Carbon capture utilization and storage (known as CCUS) has become a hot topic for energy companies in recent years, as oil and gas producers are under pressure to reduce carbon emissions, explains Mike Cintolo, editor of Cabot Top Ten Trader.
The costs involved in CCUS are huge and will require years before most energy firms can fully address it, but Denbury (DEN) has a big head start on its competitors.
Denbury operates mainly in the Gulf Coast and Rocky Mountain regions, with most of its reserves (97%) in oil. But what separates the company from other energy firms is its focus on carbon dioxide enhanced oil recovery (CO2-EOR), a technique that allows for (a) significantly higher oil extraction from a reservoir by utilizing CO2 in the extraction process, while (b) reducing the carbon footprint of the oil produced.
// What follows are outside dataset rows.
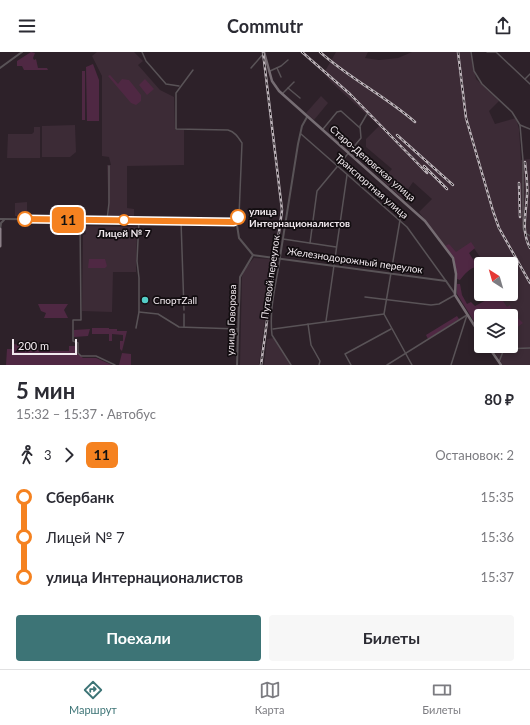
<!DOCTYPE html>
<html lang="ru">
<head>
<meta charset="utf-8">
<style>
	:root { --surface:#fff; --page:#f7f7f7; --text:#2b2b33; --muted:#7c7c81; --line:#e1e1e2; --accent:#3d7476 }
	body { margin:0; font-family:Lato,sans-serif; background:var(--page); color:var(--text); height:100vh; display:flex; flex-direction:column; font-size:15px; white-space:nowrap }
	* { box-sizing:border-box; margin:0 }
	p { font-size:13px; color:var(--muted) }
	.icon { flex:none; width:22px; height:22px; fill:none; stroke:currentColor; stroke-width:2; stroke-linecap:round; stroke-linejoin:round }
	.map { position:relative; height:313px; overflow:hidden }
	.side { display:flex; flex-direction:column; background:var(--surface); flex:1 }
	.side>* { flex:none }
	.badge { padding:0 8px; border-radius:6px; font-size:14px; line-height:26px }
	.needle { width:26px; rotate:323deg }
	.controls { position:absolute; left:474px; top:205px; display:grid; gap:8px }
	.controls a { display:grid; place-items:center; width:44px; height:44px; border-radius:4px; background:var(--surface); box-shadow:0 2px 6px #0003; font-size:20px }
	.scale { position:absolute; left:12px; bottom:10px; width:65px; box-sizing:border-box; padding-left:4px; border:2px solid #f1e9ee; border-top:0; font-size:11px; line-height:14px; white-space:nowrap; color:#f1e9ee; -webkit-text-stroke:3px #120d10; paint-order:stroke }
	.map>.badge { position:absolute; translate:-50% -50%; box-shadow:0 0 0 2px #fff }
	.legs { display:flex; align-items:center; gap:6px; height:44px; padding:0 16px; font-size:13px }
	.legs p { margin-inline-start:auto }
	.overview { display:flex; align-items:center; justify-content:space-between; height:68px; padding:0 16px }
	h1 { font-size:22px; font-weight:700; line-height:30px }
	.action { display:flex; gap:8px; margin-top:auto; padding:8px 16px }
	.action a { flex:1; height:46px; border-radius:4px; background:var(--accent); color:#fff; font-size:16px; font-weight:700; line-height:46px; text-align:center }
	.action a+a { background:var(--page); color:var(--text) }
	ul { padding:0 16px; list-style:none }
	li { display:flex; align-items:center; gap:14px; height:40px; font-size:15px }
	li i { display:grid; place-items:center; width:6px; height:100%; margin:0 5px; background:currentColor }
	li i::after { content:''; width:10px; height:10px; margin:-5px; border:3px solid; border-radius:50%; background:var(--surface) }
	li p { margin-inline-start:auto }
	li:first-child i { background:linear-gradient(#0000 50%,currentColor 0) }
	li:last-child i { background:linear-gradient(currentColor 50%,#0000 0) }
	header { display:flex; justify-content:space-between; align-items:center; height:52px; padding:0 16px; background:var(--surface); font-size:18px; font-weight:700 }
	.menu { display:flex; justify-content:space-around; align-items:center; height:56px; border-top:1px solid var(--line); background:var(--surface); font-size:11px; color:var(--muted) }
	.menu a { display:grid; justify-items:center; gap:2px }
	.menu .current { color:var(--accent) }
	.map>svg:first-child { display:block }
	.built { fill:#3c2b36 }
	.green { fill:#4f2843 }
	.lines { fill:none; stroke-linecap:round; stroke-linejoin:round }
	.minor { stroke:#595357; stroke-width:1.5 }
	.tertiary { stroke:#595357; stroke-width:2 }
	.secondary { stroke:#766d73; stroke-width:2.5 }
	.primary { stroke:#8c8088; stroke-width:3 }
	.rail-casing { stroke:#bcb3b9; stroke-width:2.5 }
	.rail { stroke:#120d10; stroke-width:1; stroke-dasharray:3; stroke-linecap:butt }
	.line-1-casing { stroke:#fff; stroke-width:9 }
	.line-1 { stroke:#f58220; stroke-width:6 }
	.stop-1-dot { fill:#fff; stroke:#f58220; stroke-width:2 }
	.poi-dot { fill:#54cdc7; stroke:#120d10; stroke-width:1.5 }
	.labels { text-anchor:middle; stroke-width:3.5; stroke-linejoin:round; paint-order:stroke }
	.street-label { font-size:10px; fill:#f1e9ee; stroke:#120d10 }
	.stop-label { font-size:10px; font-weight:bold; fill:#f1e9ee; stroke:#120d10; text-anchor:start }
	.poi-label { font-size:10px; fill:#f1e9ee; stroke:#120d10; text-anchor:start }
</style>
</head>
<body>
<header><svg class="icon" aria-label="menu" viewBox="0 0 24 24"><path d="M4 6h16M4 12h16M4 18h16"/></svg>Commutr<svg class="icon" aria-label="share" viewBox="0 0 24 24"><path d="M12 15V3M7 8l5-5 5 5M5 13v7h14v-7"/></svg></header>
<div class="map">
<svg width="530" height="313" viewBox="0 0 530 313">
	<rect width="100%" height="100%" fill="#2d2129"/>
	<g class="built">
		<polygon points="97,0 134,0 143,9 138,13 160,38 174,45 175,78 184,78 184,113 127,114 127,156 134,157 134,165 109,165 107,113 111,113 109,105 102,104 102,24 92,4"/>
		<polygon points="336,0 368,0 365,6 379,8 398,6 412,0 470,0 476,27 499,49 489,59 495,72 516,66 519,77 521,108 530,107 530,313 503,313 490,294 511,294 511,264 481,264 481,280 469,262 496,242 511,242 511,212 485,212 471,192 453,205 419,160 432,147 413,130 402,146 382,128 392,117 366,95 366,87 379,74 330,29 324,21"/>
		<polygon points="321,44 328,51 314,68 306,61"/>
		<polygon points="75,73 76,100 70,105 42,105 42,74"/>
		<polygon points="34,75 40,75 40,106 7,106 8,82 32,82 34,80"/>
		<polygon points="27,150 27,164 15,164 15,151"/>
		<polygon points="84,174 137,175 136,220 113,220 112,260 82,259 83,183 86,182"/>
		<polygon points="254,206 273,207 259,313 240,313 242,225 244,218"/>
		<polygon points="274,286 290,313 264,313 267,287"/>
	</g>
	<g class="green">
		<polygon points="31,0 35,1 33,6 34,8 36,7 38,16 47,16 48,18 24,18 22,14 17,14 17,9"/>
		<polygon points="93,12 99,28 99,69 87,69 86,15"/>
		<rect x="82" y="19" width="3" height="49"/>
		<polygon points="110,23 118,32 122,27 129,28 141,43 141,49 136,53 131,51 108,24"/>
		<polygon points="145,27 154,37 147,43 139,33"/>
		<path d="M471 190 475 196 469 201 476 212 484 210 485 212H481V221L477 215C469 216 465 222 460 228L457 227 454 205 445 194 449 192 456 200Z"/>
		<polygon points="89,207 105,207 107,214 105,216 88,216"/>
		<polygon points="457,232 460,232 462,243 467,252 471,250 475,254 494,244 501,246 507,255 510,253 511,259 505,264 481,264 481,280 457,242"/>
		<polygon points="38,252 68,252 64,258 68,266 44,266 46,261 41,259"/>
		<polygon points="457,264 459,267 428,287 426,283"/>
		<path d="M517 265 523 271 515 277C512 285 517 292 507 297L506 294H511V281Z"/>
		<polygon points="92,276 109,276 109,277 117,277 117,279 127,279 122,299 120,297 120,289 123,289 123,283 112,282 112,289 109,289 109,282 92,282"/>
		<polygon points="90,277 88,284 74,285 74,278"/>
		<polygon points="14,292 37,296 38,299 69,299 69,294 77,294 77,301 83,306 96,306 112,313 6,313 7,297 14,297"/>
		<polygon points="122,301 131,302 131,313 119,313"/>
	</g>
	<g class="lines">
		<g class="minor">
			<polyline points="142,0 146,9 166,32 179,34"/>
			<polyline points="471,0 474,19 482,32 512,60 520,73 530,77"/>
			<polyline points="487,0 496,0 530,32"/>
			<polyline points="251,16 264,1"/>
			<polyline points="277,16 281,25"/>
			<path d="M193 18 176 41V77L228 78C235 80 238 85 242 91L239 164 234 170"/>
			<polyline points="270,19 281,14 288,8"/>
			<polyline points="525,27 530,22"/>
			<polyline points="288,36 300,46"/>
			<polyline points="282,42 294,30"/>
			<polyline points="520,73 523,108 523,175 524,180 530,184"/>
			<polyline points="323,77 337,60 341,59 360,76"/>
			<polyline points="301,82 407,175 446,229"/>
			<polyline points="80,168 81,268 73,268 73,289 78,291 78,301 81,304 96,304 115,313"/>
			<polyline points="107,168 109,151 109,114"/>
			<polyline points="400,168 384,262 412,313"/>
			<polyline points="181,169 184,258"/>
			<polyline points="283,187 336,195"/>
			<polyline points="310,191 317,139 361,86 360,74 367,62"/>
			<path d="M280 207C276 232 269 257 272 283L291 313"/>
			<polyline points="365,245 431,253 439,252 455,243"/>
			<polyline points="139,260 158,262 179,275 238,277"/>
			<polyline points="326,269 347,123"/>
			<polyline points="308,272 311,293 320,309 319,313"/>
			<polyline points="184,275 184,262"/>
			<polyline points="136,276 139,260 139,226 137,209 139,168"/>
			<polyline points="273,277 384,262"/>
			<polyline points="499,310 504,297 530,296"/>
			<polyline points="351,313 345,302 391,277"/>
			<polyline points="387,313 467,263"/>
			<polyline points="451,313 467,263"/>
		</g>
		<g class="tertiary">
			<polyline points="0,16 22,0"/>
			<polyline points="0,167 231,169 237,173 239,186 253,203 446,229 455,242"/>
			<polyline points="0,178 1,171 4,168"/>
			<polyline points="280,205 298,92 302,74 307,65"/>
			<polyline points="237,313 240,225 253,203"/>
		</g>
		<g class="secondary">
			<polyline points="264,0 272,29 279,39 425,169 453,206 456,222 455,243 481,284"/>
			<polyline points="488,294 501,313"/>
		</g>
		<polyline class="primary" points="0,177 0,194"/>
		<defs>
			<g id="rail">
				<polyline points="302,0 350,42 427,121"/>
				<path d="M320 0C349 26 385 44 415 70"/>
				<polyline points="458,0 466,66 493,159 499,176 530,231"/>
				<polyline points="397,83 453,133"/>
				<path d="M525 110C526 121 528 133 527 144 526 162 521 179 530 196"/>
				<polyline points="424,114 447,137"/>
				<polyline points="519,131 520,165"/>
				<polyline points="261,313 282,158 263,0"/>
			</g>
		</defs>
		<use href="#rail" class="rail-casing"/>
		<use href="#rail" class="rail"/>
	</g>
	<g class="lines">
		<defs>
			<polyline id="line-1" points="25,167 234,170 238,165"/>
		</defs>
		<use href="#line-1" class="line-1-casing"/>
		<use href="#line-1" class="line-1"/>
	</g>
	<g class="stop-1-dot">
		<circle cx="238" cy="165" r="7"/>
		<circle cx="25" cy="167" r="7"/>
		<circle cx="124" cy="168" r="5"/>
	</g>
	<circle class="poi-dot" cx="145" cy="248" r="4"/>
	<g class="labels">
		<g class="street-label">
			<text transform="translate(373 111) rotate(41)" y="4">Старо-Деповская улица</text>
			<text transform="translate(372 134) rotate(41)" y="4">Транспортная улица</text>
			<text transform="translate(355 208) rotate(8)" y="4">Железнодорожный переулок</text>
			<text transform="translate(270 225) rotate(-82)" y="4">Путевой переулок</text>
			<text transform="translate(231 268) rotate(-88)" y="4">улица Говорова</text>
		</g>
		<g class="stop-label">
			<text x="249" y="163">улица<tspan x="249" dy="12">Интернационалистов</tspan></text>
			<text x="124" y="185" text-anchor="middle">Лицей № 7</text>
		</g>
		<g class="poi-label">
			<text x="153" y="252">СпортZall</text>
		</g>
	</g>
</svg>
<div class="controls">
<a><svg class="needle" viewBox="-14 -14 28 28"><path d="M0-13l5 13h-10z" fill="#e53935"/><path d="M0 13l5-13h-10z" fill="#7c7c81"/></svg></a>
<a><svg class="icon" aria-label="layers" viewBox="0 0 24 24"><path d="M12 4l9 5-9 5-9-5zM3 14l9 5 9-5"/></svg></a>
</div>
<div class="scale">200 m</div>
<b class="badge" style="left:68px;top:168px;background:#f58220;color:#111">11</b>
</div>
<section class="side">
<div class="overview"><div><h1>5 мин</h1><p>15:32 – 15:37 · Автобус</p></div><b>80 ₽</b></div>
<div class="legs"><svg class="icon" aria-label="walk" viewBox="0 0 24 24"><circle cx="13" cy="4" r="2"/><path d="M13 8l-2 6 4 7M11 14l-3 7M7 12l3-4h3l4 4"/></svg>3<svg class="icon" aria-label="forward" viewBox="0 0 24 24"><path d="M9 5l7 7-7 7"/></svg><b class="badge" style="background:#f58220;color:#111">11</b><p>Остановок: 2</p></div>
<ul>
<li><i style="color:#f58220"></i><b>Сбербанк</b><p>15:35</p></li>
<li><i style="color:#f58220"></i><span>Лицей № 7</span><p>15:36</p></li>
<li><i style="color:#f58220"></i><b>улица Интернационалистов</b><p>15:37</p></li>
</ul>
<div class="action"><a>Поехали</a><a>Билеты</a></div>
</section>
<nav class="menu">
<a class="current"><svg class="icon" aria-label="directions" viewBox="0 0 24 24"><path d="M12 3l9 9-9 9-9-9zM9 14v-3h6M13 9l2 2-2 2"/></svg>Маршрут</a>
<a><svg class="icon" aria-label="map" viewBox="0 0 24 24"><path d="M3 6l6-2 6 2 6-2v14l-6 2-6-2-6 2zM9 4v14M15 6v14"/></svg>Карта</a>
<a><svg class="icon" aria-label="tickets" viewBox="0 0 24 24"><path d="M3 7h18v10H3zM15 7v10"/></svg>Билеты</a>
</nav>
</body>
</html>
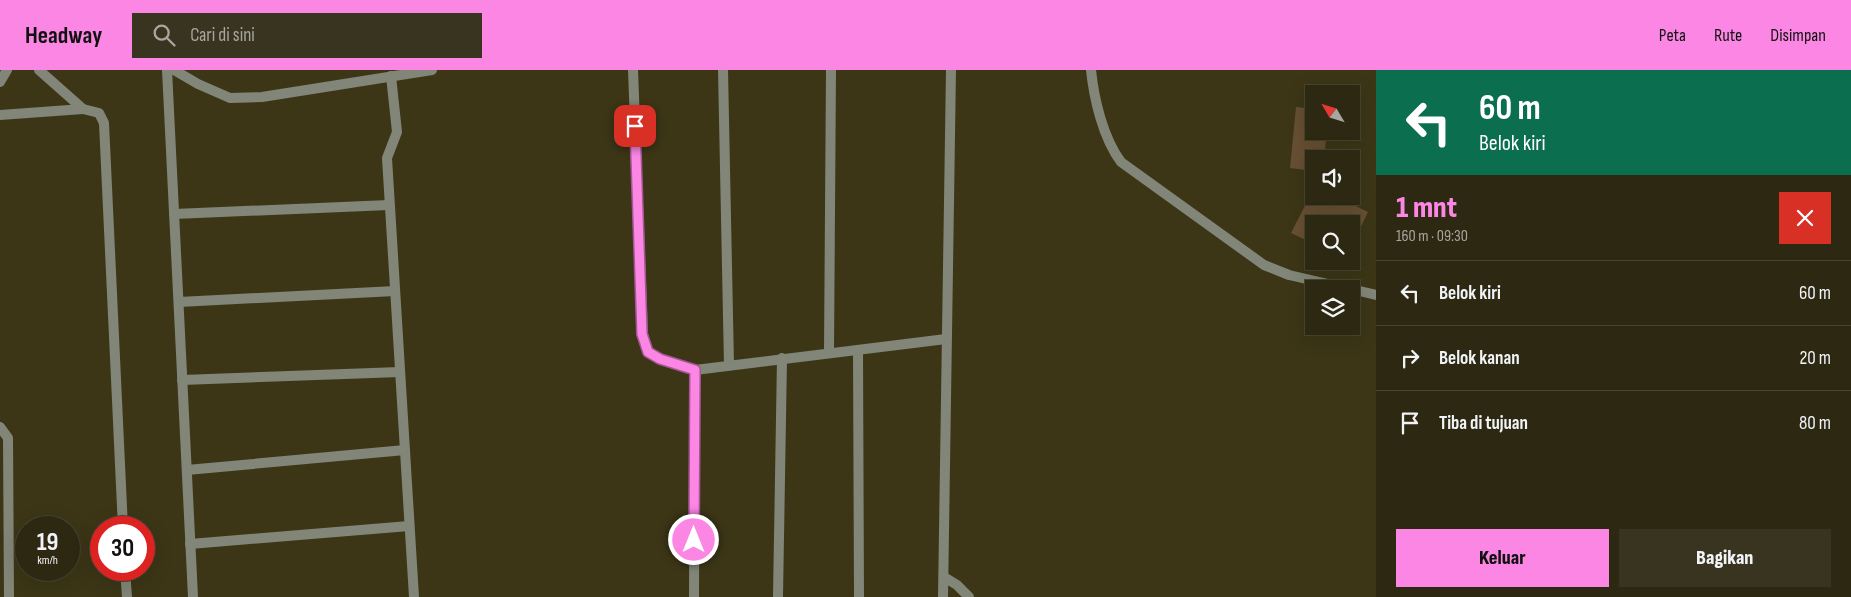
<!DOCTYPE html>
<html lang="id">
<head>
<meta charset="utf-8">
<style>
	body { margin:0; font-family:"Sofia Sans Condensed",sans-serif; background:#39341f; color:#f1f3f6; height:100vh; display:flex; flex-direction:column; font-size:19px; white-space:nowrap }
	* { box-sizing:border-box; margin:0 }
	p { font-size:16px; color:#a7a69f }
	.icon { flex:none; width:28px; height:28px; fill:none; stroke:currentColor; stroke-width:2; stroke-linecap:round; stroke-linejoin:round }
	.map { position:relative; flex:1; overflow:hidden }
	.sheet { display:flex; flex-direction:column; background:#2d2811; width:475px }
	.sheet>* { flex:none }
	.hud { background:#0b6e4f; color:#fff; overflow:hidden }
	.needle { width:32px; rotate:308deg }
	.controls { position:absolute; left:1305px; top:15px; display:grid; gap:10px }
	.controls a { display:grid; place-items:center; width:55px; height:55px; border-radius:0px; background:#2d2811; box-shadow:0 5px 20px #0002,0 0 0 1px #484431; font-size:25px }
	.speed { position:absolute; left:15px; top:446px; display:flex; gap:10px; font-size:25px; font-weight:700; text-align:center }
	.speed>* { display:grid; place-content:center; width:65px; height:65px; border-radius:50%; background:#2d2811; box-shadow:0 5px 20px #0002,0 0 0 1px #484431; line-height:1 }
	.speed small { font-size:12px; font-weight:400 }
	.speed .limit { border:8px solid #d22; background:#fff; color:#111 }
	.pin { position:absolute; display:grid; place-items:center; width:42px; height:42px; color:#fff; margin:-21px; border-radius:10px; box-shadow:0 2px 8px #0006 }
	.me { position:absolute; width:55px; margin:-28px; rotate:0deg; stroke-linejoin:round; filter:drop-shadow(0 0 4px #0008) }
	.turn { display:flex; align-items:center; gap:18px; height:105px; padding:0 20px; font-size:22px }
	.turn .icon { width:65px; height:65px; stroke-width:2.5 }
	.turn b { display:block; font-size:35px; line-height:42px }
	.round { display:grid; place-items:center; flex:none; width:52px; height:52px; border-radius:0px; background:#39341f }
	.summary { display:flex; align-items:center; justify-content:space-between; height:85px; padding:0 20px }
	h1 { font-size:30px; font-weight:800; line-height:38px; color:#fc86e4 }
	.primary-button { display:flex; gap:10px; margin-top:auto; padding:10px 20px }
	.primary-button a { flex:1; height:58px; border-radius:0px; background:#fc86e4; color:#111; font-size:20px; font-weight:800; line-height:58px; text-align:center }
	.primary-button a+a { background:#39341f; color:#f1f3f6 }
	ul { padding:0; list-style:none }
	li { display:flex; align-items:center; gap:15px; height:65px; padding:0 20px; border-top:1px solid #484431 }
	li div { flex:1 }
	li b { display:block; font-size:19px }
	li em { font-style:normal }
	header { display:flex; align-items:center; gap:30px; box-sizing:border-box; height:70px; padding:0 25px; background:#fc86e4; color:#111 }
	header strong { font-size:24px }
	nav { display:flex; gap:28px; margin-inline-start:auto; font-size:18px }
	.search { width:350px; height:45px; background:#39341f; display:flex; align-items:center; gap:12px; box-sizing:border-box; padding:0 18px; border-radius:0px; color:#a7a69f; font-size:19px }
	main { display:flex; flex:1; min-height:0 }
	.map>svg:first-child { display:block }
	.building { fill:#664f32 }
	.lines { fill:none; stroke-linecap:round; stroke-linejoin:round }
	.service { stroke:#818678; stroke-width:10 }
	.minor { stroke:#818678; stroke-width:10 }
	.route-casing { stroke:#a45794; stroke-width:12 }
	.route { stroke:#fc86e4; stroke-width:9 }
</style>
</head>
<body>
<header>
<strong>Headway</strong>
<div class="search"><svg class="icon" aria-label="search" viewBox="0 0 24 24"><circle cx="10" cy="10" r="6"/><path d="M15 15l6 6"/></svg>Cari di sini</div>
<nav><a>Peta</a><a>Rute</a><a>Disimpan</a></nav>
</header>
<main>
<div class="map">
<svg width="1376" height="527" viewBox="0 0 1376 527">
	<rect width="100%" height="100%" fill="#3c3617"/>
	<g class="building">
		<path d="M1296 37 1314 39V61H1327L1324 89H1314V101L1290 98Z"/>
		<path d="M1314 118V126H1335L1368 142 1351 177V154H1314V174L1291 163Z"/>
	</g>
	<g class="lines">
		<g class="service">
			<path d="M1091 0C1094 29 1103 68 1121 92L1264 195 1289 205 1350 219"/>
			<path d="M1351 219 1376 225"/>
		</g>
		<g class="minor">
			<path d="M39 0 83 39 99 43 104 53 123 458"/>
			<path d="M167 0 193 527"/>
			<path d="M174 0 198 14 230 28 262 27 432 0"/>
			<path d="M633 0 643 264 648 282 660 289 695 300 694 527"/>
			<path d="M723 0 729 295"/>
			<path d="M391 6 397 62 387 88 414 527"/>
			<path d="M0 12 7 0"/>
			<path d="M0 45 83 39"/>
			<path d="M174 144 389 135"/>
			<path d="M179 232 395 221"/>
			<path d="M858 280 859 527"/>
			<path d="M829 282 831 0"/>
			<path d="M695 300 946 269"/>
			<path d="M182 310 400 302"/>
			<path d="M0 357 8 368 9 527"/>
			<path d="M187 400 405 380"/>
			<path d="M190 474 409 456"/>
			<path d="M125 500 127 527"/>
			<path d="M944 507 957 515 969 527"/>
			<path d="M778 527 782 288"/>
			<path d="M943 527 951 0"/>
		</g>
	</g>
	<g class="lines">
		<defs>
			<path id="route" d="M635 56 642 264 648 282 660 289 695 300 694 470"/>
		</defs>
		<use href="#route" class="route-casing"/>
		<use href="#route" class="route"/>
	</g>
</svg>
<div class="controls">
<a><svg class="needle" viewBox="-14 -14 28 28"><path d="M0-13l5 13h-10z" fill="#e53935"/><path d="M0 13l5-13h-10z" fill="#a7a69f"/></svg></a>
<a><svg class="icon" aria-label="sound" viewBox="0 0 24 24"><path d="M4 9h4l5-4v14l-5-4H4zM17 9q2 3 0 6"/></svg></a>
<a><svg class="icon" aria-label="search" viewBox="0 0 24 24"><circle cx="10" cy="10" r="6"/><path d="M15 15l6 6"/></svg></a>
<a><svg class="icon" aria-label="layers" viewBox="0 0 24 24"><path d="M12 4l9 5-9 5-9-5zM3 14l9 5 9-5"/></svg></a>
</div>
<div class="speed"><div>19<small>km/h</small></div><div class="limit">30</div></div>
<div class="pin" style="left:635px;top:56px;background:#d93025"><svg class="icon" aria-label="arrive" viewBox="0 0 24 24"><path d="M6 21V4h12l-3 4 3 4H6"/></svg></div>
<svg class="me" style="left:694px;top:470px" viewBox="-20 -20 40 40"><circle r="17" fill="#fc86e4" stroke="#fff" stroke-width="3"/><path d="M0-11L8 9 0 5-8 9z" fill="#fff"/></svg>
</div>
<section class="sheet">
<div class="hud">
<div class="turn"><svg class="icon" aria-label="left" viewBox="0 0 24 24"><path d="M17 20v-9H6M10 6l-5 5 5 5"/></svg><div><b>60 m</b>Belok kiri</div></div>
</div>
<div class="summary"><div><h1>1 mnt</h1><p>160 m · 09:30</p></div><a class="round" style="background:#d93025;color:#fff"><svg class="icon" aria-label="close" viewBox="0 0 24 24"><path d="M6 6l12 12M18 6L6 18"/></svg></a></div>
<ul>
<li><svg class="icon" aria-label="left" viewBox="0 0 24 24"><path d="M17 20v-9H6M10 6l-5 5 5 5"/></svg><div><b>Belok kiri</b></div><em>60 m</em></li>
<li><svg class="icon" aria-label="right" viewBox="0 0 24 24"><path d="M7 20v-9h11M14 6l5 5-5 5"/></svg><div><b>Belok kanan</b></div><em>20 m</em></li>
<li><svg class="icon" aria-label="arrive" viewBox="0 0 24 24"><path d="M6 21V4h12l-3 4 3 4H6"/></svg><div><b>Tiba di tujuan</b></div><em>80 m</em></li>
</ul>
<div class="primary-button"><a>Keluar</a><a>Bagikan</a></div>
</section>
</main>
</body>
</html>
Denbury’s long-term goal is to fully offset its CO2 emissions using this method, and its strategy involves buying mature oil properties that have reached their limits using traditional extraction methods, then using CO2-EOR to revitalize the wells and continue cranking oil from them. Part of the recent strength was due to a Bloomberg report that the company is exploring a sale of its operations (though the company has declined to comment).
But another source of the strength was Denbury’s eye-opening Q2 report, which saw revenue of $482 million increase 60% from a year ago and per-share earnings of $2.83 that rallied 177%. Denbury’s operating activities allowed it to generate $55 million in free cash flow in Q2 (up 244%) and $106 million year-to-date (up 27%).
The company also signed an agreement for a planned CO2 storage site in Louisiana, exited the quarter with zero debt and repurchased $100 million in stock (2%-plus of shares outstanding). Analysts see the bottom line soaring 178% in 2022.
Technically, DEN came public at $21 in September 2020 and, after a few weeks of consolidation, rocketed all the way to $90 by the following November. The stock, though, was capped after that, missing out on the broad energy sector advance for most of this year, with the stock hitting a low in July near $58.
But the past weeks have seen a huge change in character, helped along by the buyout rumors, which admittedly add some uncertainty. Still, we’re fine picking up a few shares on any further weakness.